TL;DR
This paper introduces a novel graph kernel learning framework based on regularized optimal transport, specifically the Regularized Wasserstein discrepancy, which effectively captures both local and global graph structures.
Contribution
It proposes a new regularized Wasserstein-based graph kernel framework with strong theoretical guarantees and an efficient algorithm, outperforming existing methods on multiple datasets.
Findings
Consistently outperforms 16 state-of-the-art baselines
Effective in preserving local clustering and global structure
Robust with guaranteed convergence and stability
Abstract
We propose a learning framework for graph kernels, which is theoretically grounded on regularizing optimal transport. This framework provides a novel optimal transport distance metric, namely Regularized Wasserstein (RW) discrepancy, which can preserve both features and structure of graphs via Wasserstein distances on features and their local variations, local barycenters and global connectivity.
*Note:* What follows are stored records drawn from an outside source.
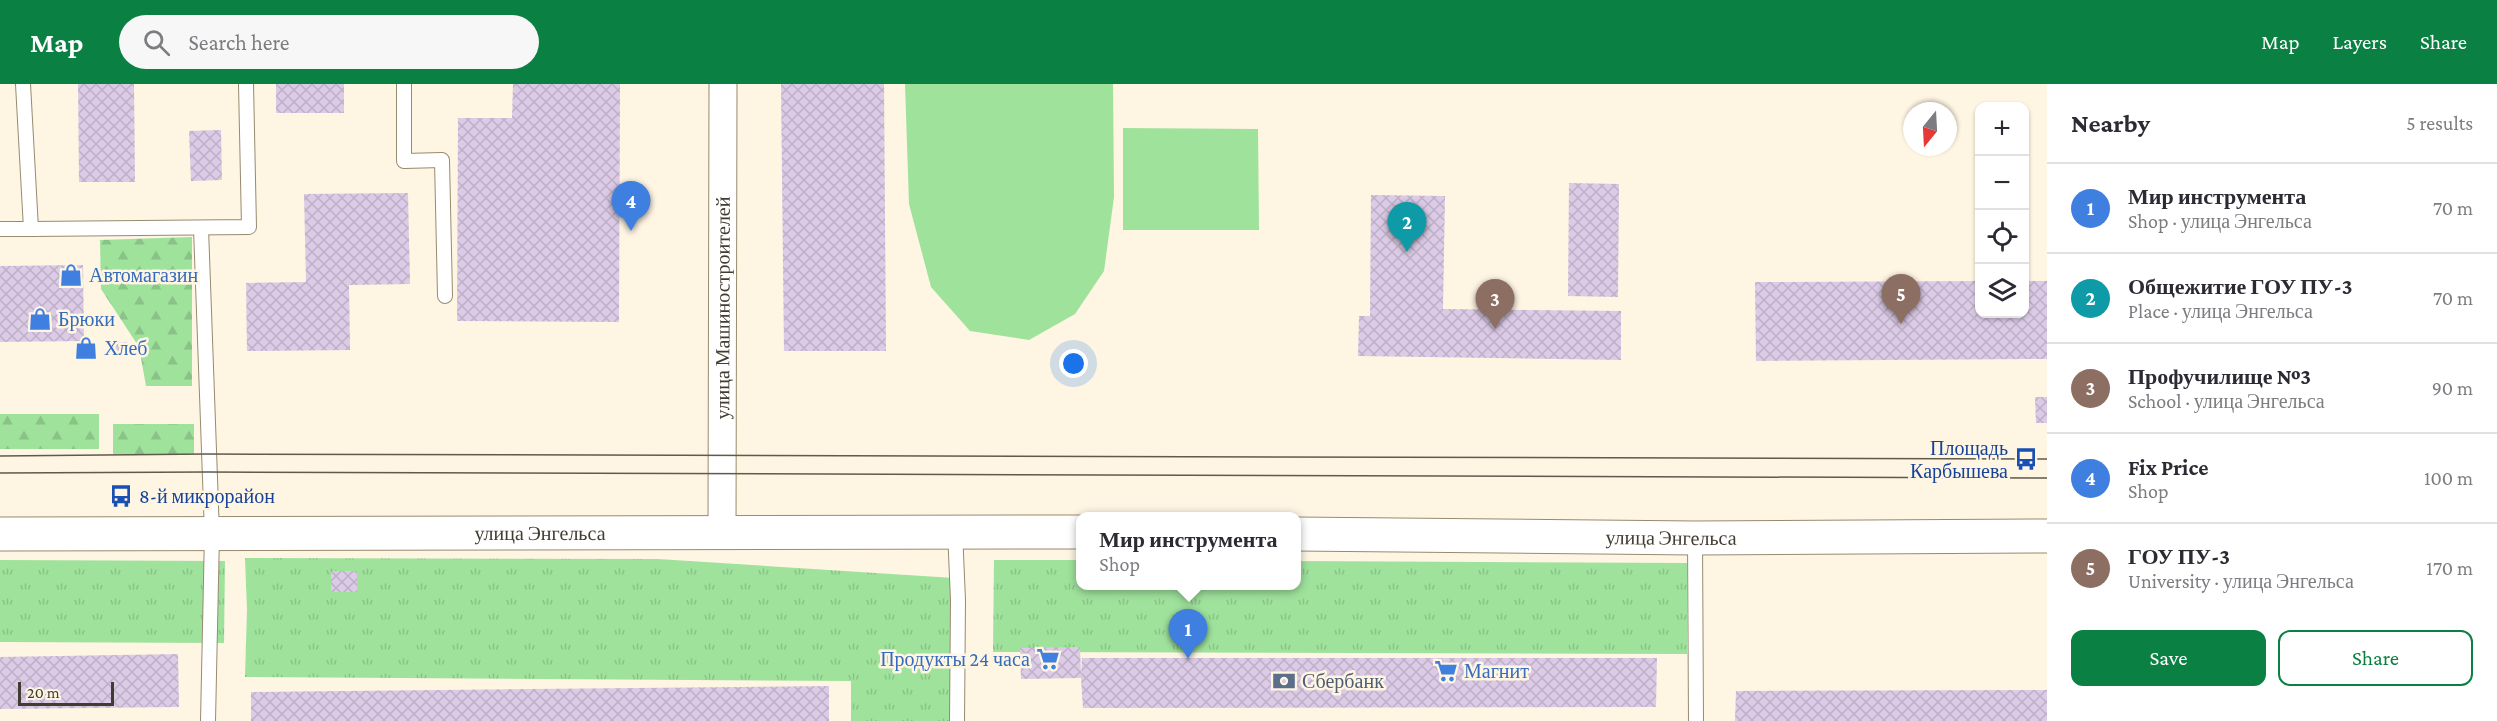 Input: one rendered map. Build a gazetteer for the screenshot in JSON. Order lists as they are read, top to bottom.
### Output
{
  "streets": {
    "main road": ["улица Энгельса"],
    "street": ["улица Машиностроителей"]
  },
  "crossings": [
    ["улица Машиностроителей", "улица Энгельса"]
  ],
  "places": {
    "shop": ["Автомагазин", "Брюки", "Хлеб"],
    "bus stop": ["Площадь Карбышева", "8-й микрорайон"],
    "supermarket": ["Продукты 24 часа", "Магнит"],
    "bank": ["Сбербанк"]
  },
  "scale_bar": "20 m",
  "north": "bottom",
  "page": {
    "header": "Map",
    "search": "Search here",
    "nav": ["Map", "Layers", "Share"],
    "heading": ["Nearby", "5 results"],
    "map_buttons": ["+", "−"],
    "list": [
      {
        "mark": "1",
        "name": "Мир инструмента",
        "note": "Shop · улица Энгельса",
        "value": "70 m"
      },
      {
        "mark": "2",
        "name": "Общежитие ГОУ ПУ-3",
        "note": "Place · улица Энгельса",
        "value": "70 m"
      },
      {
        "mark": "3",
        "name": "Профучилище №3",
        "note": "School · улица Энгельса",
        "value": "90 m"
      },
      {
        "mark": "4",
        "name": "Fix Price",
        "note": "Shop",
        "value": "100 m"
      },
      {
        "mark": "5",
        "name": "ГОУ ПУ-3",
        "note": "University · улица Энгельса",
        "value": "170 m"
      }
    ],
    "pins": [
      "4",
      "2",
      "5",
      "3",
      "1"
    ],
    "popup": ["Мир инструмента", "Shop"],
    "buttons": ["Save", "Share"],
    "scale": "20 m"
  }
}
Two strongly convex regularization terms are introduced to improve the learning ability. One is to relax an optimal alignment between graphs to be a cluster-to-cluster mapping between their locally connected vertices, thereby preserving the local clustering structure of graphs. The other is to take into account node degree distributions in order to better preserve the global structure of graphs. We also design an efficient algorithm to enable a fast approximation for solving the optimization…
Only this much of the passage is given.